The manuscript, which bears the title, James Hunter his Book of Draughts of his Lands, is composed of more than sixty entries, many of which are hand drawn survey maps, with ownership and price information relating to Hunter’s investments, between 1767 and 1789. Most of the notebook and its drawings are not by Hunter himself. At the back of the manuscript however, there are a few pages which may have been jotted by him when he started to keep records of his real estate transactions. One page gives a spreadsheet account of a few real estate transactions in 1767 and 1769, including one which took place in the important London Coffee House on March 29, 1769, where Hunter purchased 275 acres.
Hunter, a George Washington confident, was a fascinating figure whose career spanned the American Revolution, and who, as a Pennsylvania native, Ed would have loved researching.

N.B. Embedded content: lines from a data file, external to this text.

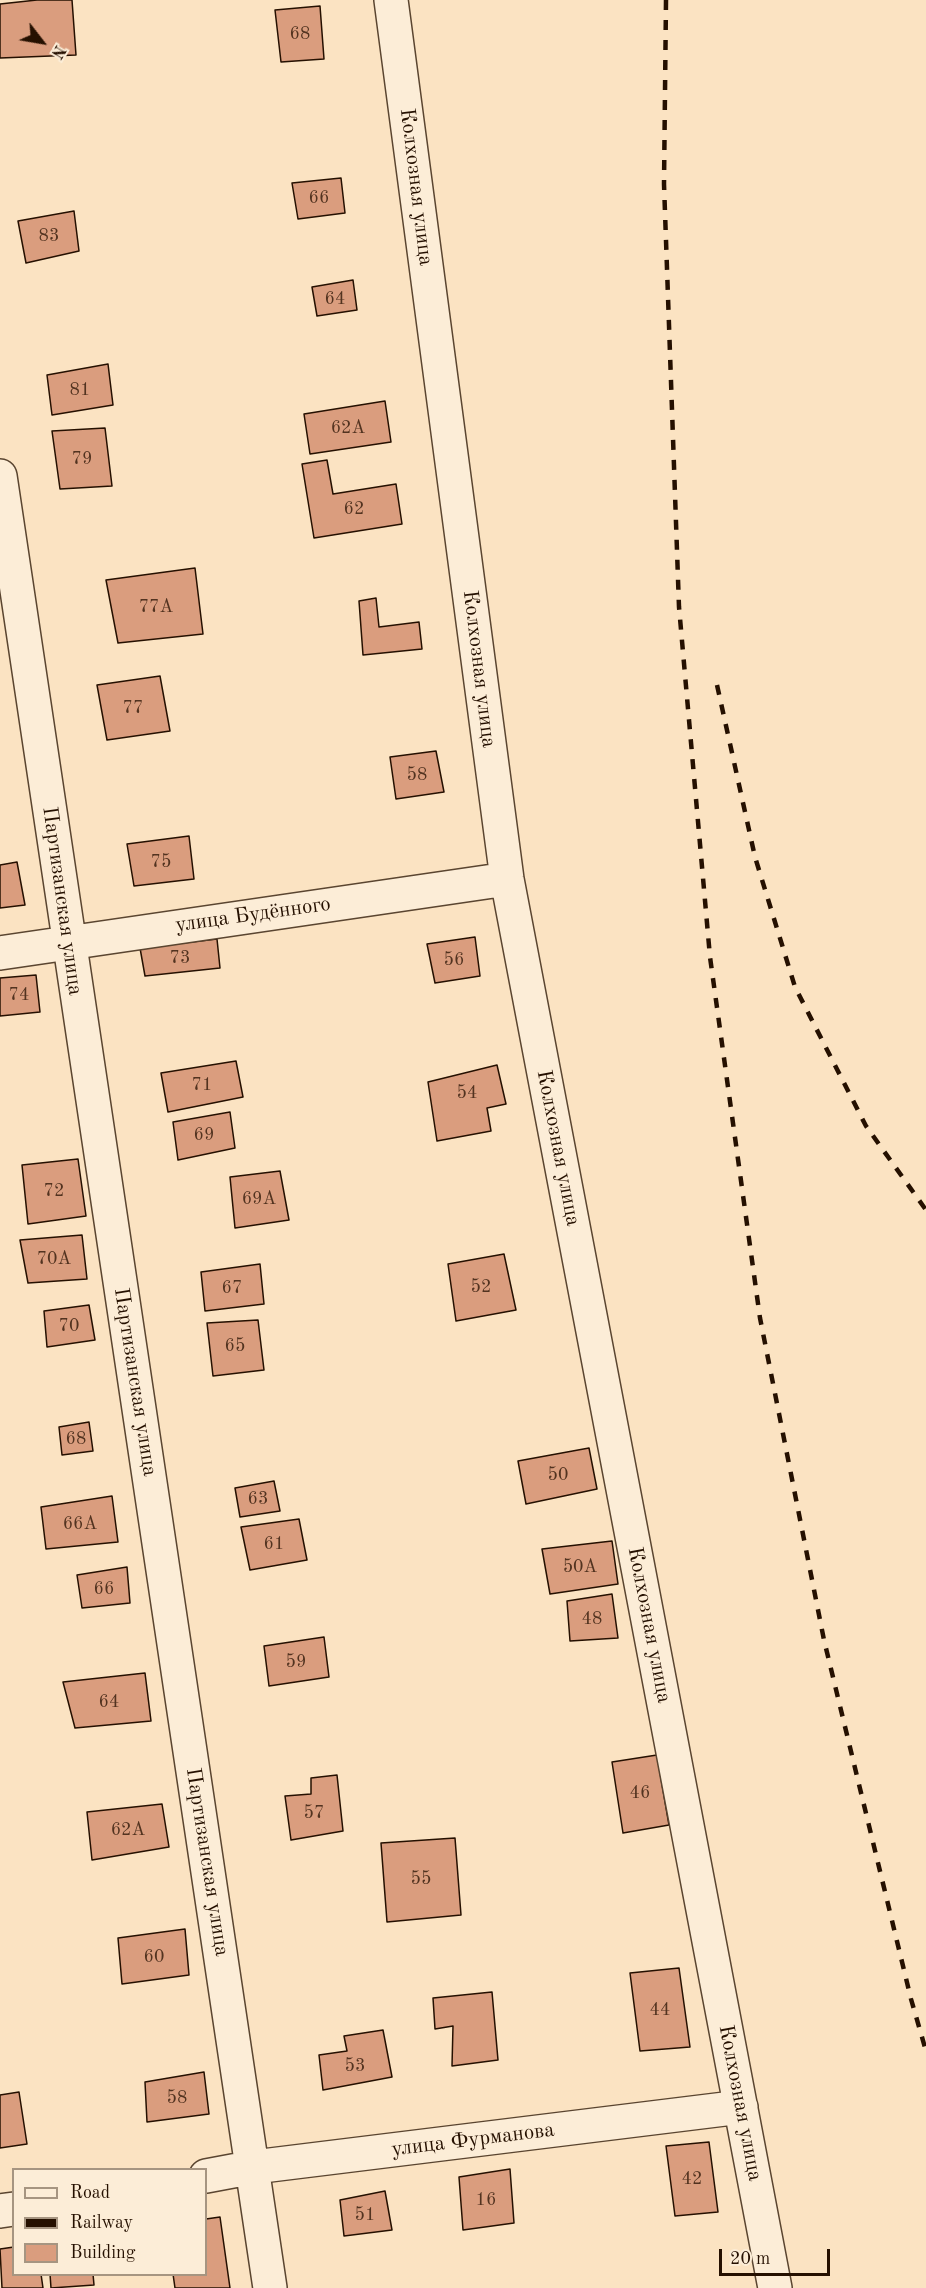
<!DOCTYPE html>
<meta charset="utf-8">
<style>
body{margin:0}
#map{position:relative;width:926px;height:2288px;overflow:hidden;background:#fbe3c2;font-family:"Old Standard TT",serif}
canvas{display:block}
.legend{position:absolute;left:12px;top:2168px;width:195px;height:108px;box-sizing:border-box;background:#fcedd7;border:2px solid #a69581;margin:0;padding:8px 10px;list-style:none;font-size:18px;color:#251000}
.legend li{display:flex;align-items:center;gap:12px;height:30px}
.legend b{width:30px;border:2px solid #a69581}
.north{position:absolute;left:12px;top:12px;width:60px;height:60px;-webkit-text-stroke:4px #fcedd7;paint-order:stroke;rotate:121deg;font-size:16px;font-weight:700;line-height:24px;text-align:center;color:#251000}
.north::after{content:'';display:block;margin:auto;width:21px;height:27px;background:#251000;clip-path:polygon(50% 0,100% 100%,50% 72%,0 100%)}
.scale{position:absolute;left:719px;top:2249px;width:111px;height:27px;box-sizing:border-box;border:3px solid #251000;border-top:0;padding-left:8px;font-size:18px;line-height:21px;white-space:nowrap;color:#251000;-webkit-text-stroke:4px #fcedd7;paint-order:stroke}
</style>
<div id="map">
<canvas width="926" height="2288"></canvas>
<ul class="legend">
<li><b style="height:8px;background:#fcedd7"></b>Road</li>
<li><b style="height:8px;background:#251000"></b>Railway</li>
<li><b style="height:16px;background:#da9d7e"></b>Building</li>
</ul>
<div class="north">N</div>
<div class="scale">20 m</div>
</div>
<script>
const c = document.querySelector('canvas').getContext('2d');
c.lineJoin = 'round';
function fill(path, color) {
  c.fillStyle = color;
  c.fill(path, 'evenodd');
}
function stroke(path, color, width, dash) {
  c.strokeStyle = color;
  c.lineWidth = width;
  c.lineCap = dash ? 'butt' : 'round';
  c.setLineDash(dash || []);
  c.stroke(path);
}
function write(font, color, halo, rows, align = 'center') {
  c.font = font + ' "Old Standard TT",serif';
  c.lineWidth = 5;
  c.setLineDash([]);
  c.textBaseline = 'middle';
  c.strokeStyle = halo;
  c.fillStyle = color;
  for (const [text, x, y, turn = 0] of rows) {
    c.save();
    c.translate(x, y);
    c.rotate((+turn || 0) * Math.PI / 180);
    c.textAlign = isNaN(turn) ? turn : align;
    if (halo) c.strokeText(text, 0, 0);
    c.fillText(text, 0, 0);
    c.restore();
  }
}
const building = new Path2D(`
 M37 0H72L76 55 0 58V4Z
 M320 6 324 59 281 62 275 10Z
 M341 178 345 213 298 219 292 183Z
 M74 211 79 251 26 263 18 221Z
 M353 280 357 310 317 316 312 287Z
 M108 364 113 405 52 415 47 375Z
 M385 401 391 442 310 454 304 414Z
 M105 428 112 486 60 489 52 431Z
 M327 460 333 494 396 484 402 524 314 538 302 464Z
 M195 568 203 634 118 643 106 580Z
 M376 598 379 627 419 622 422 649 363 655 359 601Z
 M160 676 170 731 107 740 97 685Z
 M436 751 444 792 396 799 390 757Z
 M189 836 194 879 134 886 127 844Z
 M17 862 25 905 0 908V865Z
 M475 937 480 976 435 983 427 944Z
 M217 939 220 968 145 976 140 948Z
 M36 975 40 1012 0 1016V978Z
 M236 1061 243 1097 168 1112 161 1073Z
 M497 1065 506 1104 487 1108 491 1131 437 1141 428 1082Z
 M230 1112 235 1148 178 1160 173 1122Z
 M78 1159 86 1216 28 1224 22 1165Z
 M280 1171 289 1220 235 1228 230 1177Z
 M82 1235 87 1279 28 1283 20 1240Z
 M504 1254 516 1310 456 1321 448 1264Z
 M260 1264 264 1304 205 1311 201 1272Z
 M89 1305 95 1340 47 1347 44 1311Z
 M258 1320 264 1370 213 1376 207 1323Z
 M89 1422 93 1451 62 1455 59 1427Z
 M589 1448 597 1489 526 1504 518 1461Z
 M274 1481 280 1511 240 1517 235 1488Z
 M112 1496 118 1542 46 1549 41 1507Z
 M299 1519 307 1560 250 1570 241 1527Z
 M612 1541 618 1584 550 1594 542 1549Z
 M127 1567 130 1603 82 1608 77 1575Z
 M612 1594 618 1638 570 1641 567 1601Z
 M324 1637 329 1677 269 1686 264 1646Z
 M145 1673 151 1721 75 1728 63 1682Z
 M657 1755 669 1825 623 1833 612 1762Z
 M337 1775 343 1831 291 1840 285 1796 311 1794V1778Z
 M162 1804 169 1847 92 1860 87 1812Z
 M455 1838 461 1915 387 1922 381 1843Z
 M185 1929 189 1975 122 1984 118 1938Z
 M679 1968 690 2047 640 2051 630 1973Z
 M492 1992 498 2060 452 2066 453 2026 435 2029 433 1998Z
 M383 2030 392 2077 323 2090 319 2055 347 2051 344 2036Z
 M204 2072 209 2114 147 2122 145 2082Z
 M19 2092 27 2144 0 2148V2095Z
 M709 2142 718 2212 675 2216 666 2146Z
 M510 2169 514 2223 463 2230 459 2177Z
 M385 2191 392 2230 344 2236 340 2200Z
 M220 2217 230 2288H175L173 2274H206V2219Z
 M14 2247V2274H41L43 2288H2L0 2249Z
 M50 2274H93L94 2285 51 2288Z`);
const street = new Path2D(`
 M391 0 507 879 775 2288
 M0 476 270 2288
 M0 953 507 879
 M206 2176 254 2167 741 2107
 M0 2211 14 2209`);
const rail = new Path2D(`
 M666 0 664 184 679 607 710 957 760 1318 824 1640 911 1999 926 2051
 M717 685 755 857 795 987 866 1126 926 1210`);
const numberNames = [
 ["68",300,34],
 ["66",319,198],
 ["83",49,236],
 ["64",335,299],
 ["81",80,390],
 ["62А",348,428],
 ["79",82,459],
 ["62",354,509],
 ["77А",156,607],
 ["77",133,708],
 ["58",417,775],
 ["75",161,862],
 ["73",180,958],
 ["56",454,960],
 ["74",19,995],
 ["71",202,1085],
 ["54",467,1093],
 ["69",204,1135],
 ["72",54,1191],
 ["69А",259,1199],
 ["70А",54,1259],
 ["52",481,1287],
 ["67",232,1288],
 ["70",69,1326],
 ["65",235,1346],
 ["68",76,1439],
 ["50",558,1475],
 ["63",258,1499],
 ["66А",80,1524],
 ["61",274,1544],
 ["50А",580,1567],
 ["66",104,1589],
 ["48",592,1619],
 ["59",296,1662],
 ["64",109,1702],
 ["46",640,1793],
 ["57",314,1813],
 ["62А",128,1830],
 ["55",421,1879],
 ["60",154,1957],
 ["44",660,2010],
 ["53",355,2066],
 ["58",177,2098],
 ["42",692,2179],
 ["16",486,2200],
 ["51",365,2215]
];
const streetNames = [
 ["Колхозная улица",416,187,83],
 ["Колхозная улица",479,669,83],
 ["Партизанская улица",62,901,82],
 ["улица Будённого",253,915,-8],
 ["Колхозная улица",558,1148,79],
 ["Партизанская улица",135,1382,81],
 ["Колхозная улица",649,1625,79],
 ["Партизанская улица",207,1862,81],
 ["Колхозная улица",740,2103,79],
 ["улица Фурманова",473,2140,-7]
];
fill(building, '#da9d7e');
stroke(building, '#251000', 1.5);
stroke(street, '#5a4530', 36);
stroke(street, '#fcedd7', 33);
stroke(rail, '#251000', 4.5, [10, 10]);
write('18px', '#523320', null, numberNames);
write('21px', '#251000', '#fcedd7', streetNames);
</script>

Like many early merchants he invested much of his money in land speculation and was surrounded by plats, surveys and maps. He owned several farms, many homes, and was much taken with woodlots. He was born in Coleraine, County Antrim, in Northern Ireland in 1729, and came to Pennsylvania in his youth, setting up an Irish goods shop in Philadelphia, along Strawberry Alley.
Just before independence in 1774, he was one of the twenty-eight colonists who formed the Philadelphia Troop of Light Horse, which remains one of the oldest military units in the United States still in active service. Hunter served in the Continental Army and participated in the battles of Trenton and Princeton and by 1778, had retired to his Radnor Pennsylvania home.

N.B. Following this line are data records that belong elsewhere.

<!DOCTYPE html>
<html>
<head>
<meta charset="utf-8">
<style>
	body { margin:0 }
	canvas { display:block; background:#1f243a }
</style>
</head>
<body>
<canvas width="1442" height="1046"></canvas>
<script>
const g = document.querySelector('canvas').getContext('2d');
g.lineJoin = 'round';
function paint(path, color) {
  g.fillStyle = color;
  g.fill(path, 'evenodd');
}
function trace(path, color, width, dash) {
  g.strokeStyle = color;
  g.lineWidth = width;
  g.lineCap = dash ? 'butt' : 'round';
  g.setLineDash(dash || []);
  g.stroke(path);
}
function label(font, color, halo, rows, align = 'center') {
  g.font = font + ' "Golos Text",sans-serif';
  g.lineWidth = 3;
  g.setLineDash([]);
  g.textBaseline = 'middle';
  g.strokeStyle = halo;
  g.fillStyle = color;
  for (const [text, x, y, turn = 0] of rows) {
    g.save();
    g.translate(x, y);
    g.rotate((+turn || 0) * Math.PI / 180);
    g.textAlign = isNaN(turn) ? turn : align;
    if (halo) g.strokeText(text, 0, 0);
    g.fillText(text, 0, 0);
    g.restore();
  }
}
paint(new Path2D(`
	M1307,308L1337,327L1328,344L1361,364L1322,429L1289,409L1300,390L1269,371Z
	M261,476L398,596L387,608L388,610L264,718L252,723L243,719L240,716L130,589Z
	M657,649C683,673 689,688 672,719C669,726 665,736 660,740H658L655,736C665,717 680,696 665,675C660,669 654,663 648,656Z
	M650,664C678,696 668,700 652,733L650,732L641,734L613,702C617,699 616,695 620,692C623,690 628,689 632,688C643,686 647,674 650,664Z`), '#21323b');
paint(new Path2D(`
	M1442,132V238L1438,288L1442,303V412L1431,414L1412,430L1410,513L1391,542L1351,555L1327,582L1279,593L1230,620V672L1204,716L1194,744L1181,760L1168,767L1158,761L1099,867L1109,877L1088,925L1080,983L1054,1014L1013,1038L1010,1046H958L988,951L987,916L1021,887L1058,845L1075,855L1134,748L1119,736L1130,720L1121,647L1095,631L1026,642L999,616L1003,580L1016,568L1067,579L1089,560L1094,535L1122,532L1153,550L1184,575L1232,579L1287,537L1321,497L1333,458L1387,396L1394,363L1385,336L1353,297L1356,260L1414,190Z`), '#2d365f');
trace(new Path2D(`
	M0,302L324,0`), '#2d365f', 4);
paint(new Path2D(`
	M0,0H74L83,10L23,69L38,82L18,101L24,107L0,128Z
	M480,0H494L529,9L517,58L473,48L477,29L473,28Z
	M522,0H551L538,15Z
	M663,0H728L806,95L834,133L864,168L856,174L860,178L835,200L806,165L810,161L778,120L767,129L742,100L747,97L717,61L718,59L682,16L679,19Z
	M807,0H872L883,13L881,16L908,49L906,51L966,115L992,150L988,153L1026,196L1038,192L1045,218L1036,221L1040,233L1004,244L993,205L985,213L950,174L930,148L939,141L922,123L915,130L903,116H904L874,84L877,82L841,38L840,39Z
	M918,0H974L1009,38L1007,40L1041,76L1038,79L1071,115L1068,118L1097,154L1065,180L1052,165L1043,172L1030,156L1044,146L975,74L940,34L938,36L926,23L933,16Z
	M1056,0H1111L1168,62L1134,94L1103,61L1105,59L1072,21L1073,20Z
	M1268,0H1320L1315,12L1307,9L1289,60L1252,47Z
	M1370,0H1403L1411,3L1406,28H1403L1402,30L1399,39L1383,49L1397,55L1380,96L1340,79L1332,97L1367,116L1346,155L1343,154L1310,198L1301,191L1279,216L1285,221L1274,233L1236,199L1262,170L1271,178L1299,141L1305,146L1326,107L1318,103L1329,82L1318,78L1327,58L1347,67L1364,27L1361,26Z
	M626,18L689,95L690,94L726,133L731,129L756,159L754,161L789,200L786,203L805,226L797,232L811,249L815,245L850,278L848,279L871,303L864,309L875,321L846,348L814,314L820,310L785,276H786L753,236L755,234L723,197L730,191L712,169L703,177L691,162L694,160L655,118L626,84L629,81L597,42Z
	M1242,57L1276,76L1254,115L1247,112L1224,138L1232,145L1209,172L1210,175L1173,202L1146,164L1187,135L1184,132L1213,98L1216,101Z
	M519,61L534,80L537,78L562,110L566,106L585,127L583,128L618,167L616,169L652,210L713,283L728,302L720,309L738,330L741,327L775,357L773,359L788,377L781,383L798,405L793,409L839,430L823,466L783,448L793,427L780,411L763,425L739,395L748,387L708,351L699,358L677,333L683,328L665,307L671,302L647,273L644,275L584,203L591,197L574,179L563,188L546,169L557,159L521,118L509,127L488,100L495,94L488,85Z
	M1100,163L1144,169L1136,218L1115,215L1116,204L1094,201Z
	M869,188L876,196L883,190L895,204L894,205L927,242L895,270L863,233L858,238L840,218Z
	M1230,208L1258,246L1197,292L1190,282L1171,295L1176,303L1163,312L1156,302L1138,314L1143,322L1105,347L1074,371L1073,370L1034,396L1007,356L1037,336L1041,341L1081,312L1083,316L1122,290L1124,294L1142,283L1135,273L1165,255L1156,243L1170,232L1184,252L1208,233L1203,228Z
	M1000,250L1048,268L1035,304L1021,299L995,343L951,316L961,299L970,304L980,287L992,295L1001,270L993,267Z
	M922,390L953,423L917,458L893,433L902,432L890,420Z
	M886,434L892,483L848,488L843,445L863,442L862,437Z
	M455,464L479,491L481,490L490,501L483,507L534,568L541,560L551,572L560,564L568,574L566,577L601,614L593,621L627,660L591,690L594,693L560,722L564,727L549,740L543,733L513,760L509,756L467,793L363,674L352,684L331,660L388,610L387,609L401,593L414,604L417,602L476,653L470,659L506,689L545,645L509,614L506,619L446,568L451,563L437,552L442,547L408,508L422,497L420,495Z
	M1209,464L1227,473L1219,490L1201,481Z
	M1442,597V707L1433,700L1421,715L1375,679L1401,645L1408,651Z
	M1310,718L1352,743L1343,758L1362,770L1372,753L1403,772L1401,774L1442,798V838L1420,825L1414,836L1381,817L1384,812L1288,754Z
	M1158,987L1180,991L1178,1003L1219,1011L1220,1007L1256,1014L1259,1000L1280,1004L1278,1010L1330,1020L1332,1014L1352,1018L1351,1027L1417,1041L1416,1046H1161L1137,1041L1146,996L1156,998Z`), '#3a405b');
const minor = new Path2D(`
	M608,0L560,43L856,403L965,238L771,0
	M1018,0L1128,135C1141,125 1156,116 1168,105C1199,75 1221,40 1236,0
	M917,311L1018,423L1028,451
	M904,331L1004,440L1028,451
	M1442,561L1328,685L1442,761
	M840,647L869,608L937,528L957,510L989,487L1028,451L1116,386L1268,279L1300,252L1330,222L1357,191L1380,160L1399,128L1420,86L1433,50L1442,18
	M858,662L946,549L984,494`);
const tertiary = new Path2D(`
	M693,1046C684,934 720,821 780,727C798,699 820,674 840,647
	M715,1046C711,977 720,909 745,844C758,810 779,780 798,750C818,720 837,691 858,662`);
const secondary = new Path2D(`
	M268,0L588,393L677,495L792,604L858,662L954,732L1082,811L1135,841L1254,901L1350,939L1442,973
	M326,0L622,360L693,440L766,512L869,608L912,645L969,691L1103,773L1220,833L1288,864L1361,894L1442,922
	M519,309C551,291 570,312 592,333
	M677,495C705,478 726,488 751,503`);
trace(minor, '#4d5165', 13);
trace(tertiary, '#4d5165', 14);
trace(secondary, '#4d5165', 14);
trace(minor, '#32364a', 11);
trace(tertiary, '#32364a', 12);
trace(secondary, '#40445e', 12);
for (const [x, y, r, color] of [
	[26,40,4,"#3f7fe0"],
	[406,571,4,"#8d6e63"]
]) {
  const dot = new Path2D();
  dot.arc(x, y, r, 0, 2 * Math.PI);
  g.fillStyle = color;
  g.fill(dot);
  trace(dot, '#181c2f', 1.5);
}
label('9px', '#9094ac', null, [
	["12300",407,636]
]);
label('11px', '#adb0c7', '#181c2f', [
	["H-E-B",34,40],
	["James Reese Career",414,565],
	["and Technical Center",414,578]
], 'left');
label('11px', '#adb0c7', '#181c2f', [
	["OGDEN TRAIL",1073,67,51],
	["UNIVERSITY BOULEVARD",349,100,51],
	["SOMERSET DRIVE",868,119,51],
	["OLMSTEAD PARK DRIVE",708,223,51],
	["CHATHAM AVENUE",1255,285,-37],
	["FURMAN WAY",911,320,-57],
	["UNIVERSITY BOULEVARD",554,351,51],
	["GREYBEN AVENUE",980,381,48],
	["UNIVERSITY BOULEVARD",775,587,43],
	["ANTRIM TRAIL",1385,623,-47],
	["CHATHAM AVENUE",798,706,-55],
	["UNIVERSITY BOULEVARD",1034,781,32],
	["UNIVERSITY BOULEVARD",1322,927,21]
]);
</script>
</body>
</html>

Documents like the notebook of James Hunter, which in their time were created and used by individuals, not as records for posterity, but rather in the everyday pursuit of their lives, are memorials to their passing. Looking through Hunter’s notebook, we can see him looking at surveys and conducting business over a cup of coffee. The manuscript, in all its simplicity, gives us a unique, emotional and deeply personal view of history, not by describing great events, but rather by letting us know that here a life was lived.
The staff of the Geography and Map Division, and the members of the Philip Lee Phillips Map Society, dedicate this important acquisition to our former colleague, Ed Redmond, whose life, like James Hunter’s, was lived surrounded by maps, manuscripts and coffee. He will be missed.
Comments (6)
What a moving tribute to Ed’s memory! As a former Library of Congress staff member who worked with Ed and benefitted by his erudite knowledge and passion for sharing the Library’s collections, I know that he would be very pleased with this acquisition. Jeff Flannery
Ed grew up closer to West Chester but our common family lived in Philadelphia and spread westward. There’s a Hunter Lane in Tredyffrin near Radnor. I never gave any thought to its name before today.
Ed was a consultant for Thomas J. McGuire’s book about the Battle of Paoli.
I’m certain that he would be thrilled by this acquisition.
Beautiful tribute to Ed’s work. He was always very helpful when I was a research fellow in G&M. And I was happy to chat with him after that, even via email due to the Pandemic situation. You’ll be missed, dear Ed!
-Giselle
Beautiful tribute to Ed’s work. He was always very helpful when I was a research fellow in G&M. And I was happy to chat with him after that, even via email due to the Pandemic situation. You’ll be missed, dear Ed!
-Giselle
A great tribute. He will be missed, and remembered.
A great tribute. Ed will be missed, and remembered.